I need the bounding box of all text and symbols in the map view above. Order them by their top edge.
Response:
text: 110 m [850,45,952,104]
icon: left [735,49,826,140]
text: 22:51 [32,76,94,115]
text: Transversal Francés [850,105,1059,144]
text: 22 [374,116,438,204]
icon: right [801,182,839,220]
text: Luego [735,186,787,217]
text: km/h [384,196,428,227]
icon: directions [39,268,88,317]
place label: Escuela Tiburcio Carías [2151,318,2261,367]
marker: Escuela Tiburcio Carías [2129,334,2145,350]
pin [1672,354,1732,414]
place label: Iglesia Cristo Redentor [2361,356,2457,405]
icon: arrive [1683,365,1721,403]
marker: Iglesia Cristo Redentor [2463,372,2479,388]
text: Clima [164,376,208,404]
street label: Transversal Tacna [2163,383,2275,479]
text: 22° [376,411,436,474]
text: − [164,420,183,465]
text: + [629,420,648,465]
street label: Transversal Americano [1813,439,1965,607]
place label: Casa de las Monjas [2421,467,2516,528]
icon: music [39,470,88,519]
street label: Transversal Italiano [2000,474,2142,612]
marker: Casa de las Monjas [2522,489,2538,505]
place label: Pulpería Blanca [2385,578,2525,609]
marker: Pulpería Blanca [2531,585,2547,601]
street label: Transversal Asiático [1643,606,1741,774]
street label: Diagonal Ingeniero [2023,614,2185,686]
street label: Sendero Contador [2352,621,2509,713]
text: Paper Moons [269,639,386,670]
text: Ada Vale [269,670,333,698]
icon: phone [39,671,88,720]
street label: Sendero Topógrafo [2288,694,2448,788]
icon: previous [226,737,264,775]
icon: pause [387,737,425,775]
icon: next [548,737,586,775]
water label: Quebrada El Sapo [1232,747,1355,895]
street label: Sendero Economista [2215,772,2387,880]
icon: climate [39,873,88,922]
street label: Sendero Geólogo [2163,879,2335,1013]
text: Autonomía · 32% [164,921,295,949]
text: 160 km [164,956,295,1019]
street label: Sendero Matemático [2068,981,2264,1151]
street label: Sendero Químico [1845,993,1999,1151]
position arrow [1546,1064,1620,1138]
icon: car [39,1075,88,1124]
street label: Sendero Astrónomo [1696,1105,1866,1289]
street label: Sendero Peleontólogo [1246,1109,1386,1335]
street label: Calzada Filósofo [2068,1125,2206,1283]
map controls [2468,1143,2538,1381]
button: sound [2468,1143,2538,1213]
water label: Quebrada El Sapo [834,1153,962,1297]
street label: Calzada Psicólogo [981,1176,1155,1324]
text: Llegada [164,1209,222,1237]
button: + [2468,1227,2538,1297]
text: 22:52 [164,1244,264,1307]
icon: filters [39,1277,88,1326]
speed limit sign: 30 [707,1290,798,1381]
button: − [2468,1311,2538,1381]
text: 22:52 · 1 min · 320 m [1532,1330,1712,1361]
● ● ● ●
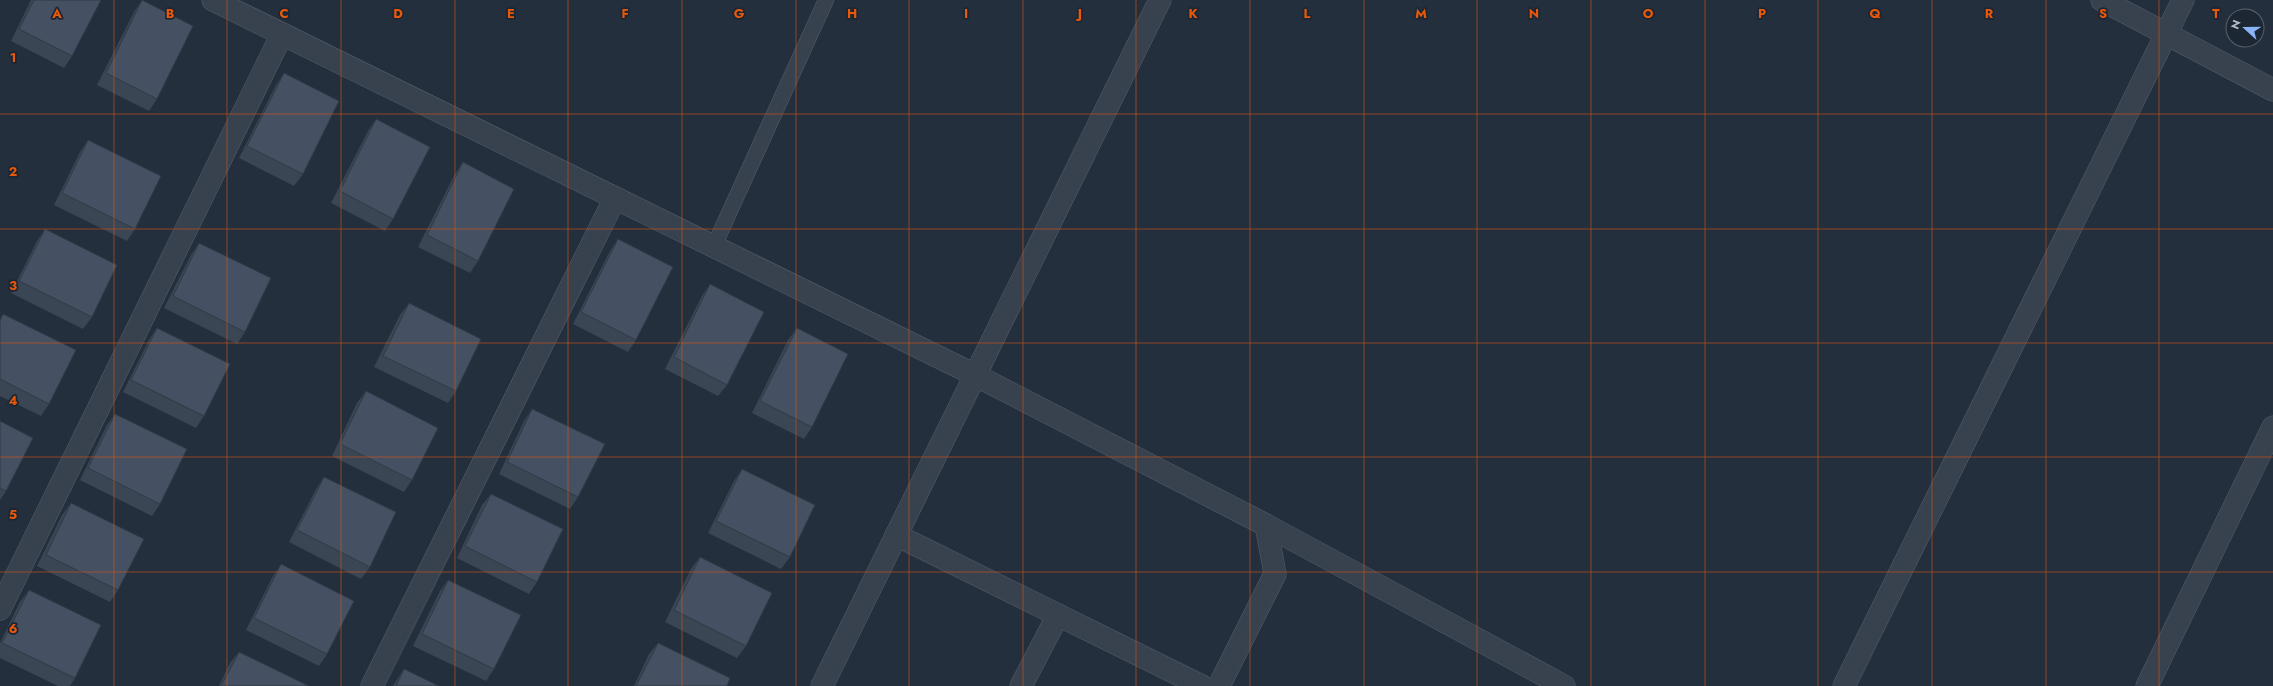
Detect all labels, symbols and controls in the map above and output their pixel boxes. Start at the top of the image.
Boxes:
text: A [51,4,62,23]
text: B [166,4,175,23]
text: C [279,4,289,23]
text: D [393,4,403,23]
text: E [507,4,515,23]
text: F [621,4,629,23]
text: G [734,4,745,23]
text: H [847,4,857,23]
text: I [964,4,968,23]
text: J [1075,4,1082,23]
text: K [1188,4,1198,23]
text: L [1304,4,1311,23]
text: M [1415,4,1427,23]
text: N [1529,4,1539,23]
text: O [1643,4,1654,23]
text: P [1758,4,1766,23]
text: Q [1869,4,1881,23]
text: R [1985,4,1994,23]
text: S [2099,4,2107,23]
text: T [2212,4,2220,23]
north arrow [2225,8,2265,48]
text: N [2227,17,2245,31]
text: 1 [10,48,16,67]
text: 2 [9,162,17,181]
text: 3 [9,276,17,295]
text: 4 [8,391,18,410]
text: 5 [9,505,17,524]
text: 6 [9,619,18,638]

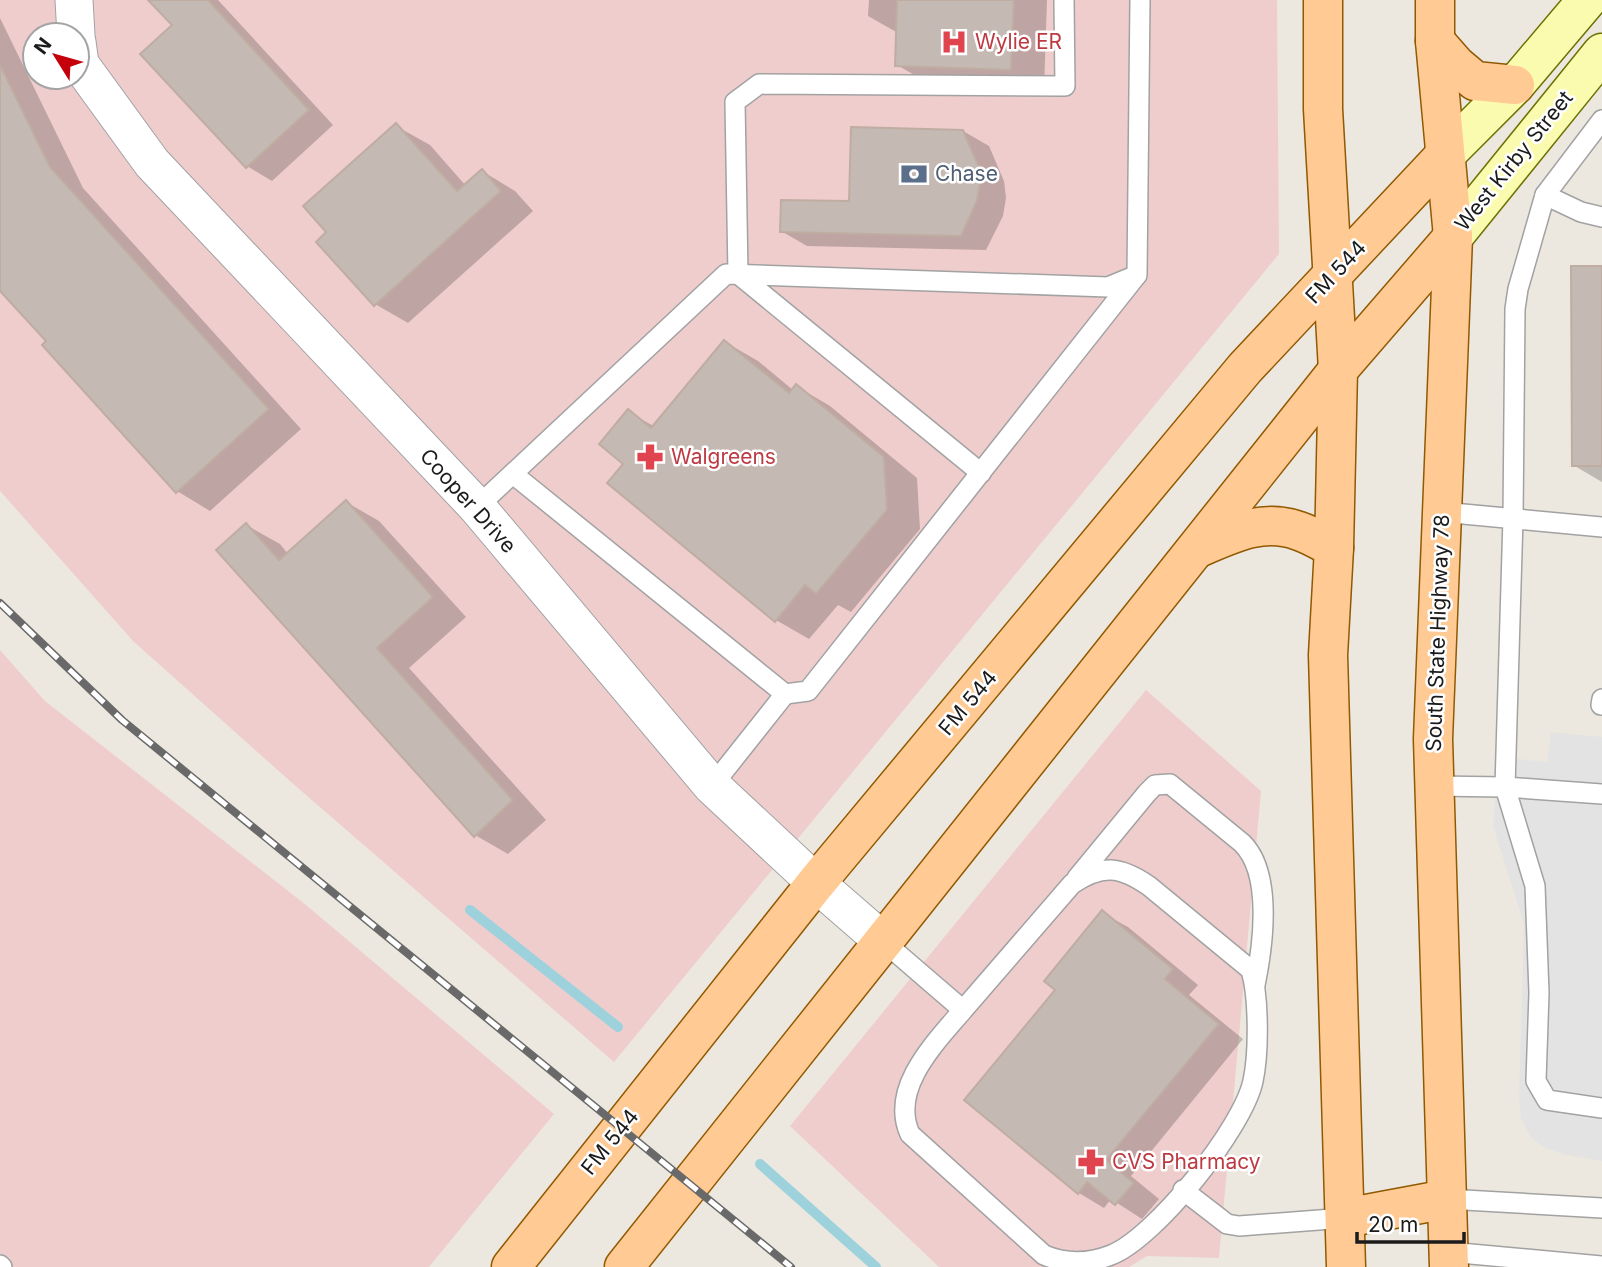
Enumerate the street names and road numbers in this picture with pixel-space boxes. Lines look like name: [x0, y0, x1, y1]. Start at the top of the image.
● ● ● ●
ABOUT THIS EXERCISE: For the string "their", go line by line through the material and copy every line that has it.

EXERCISE OUTPUT:
I need the bounding box of all text and symbols in the map view above. Order them by their top edge.
Detect all labels, symbols and controls in the map above and output their pixel boxes. Start at the top of the image.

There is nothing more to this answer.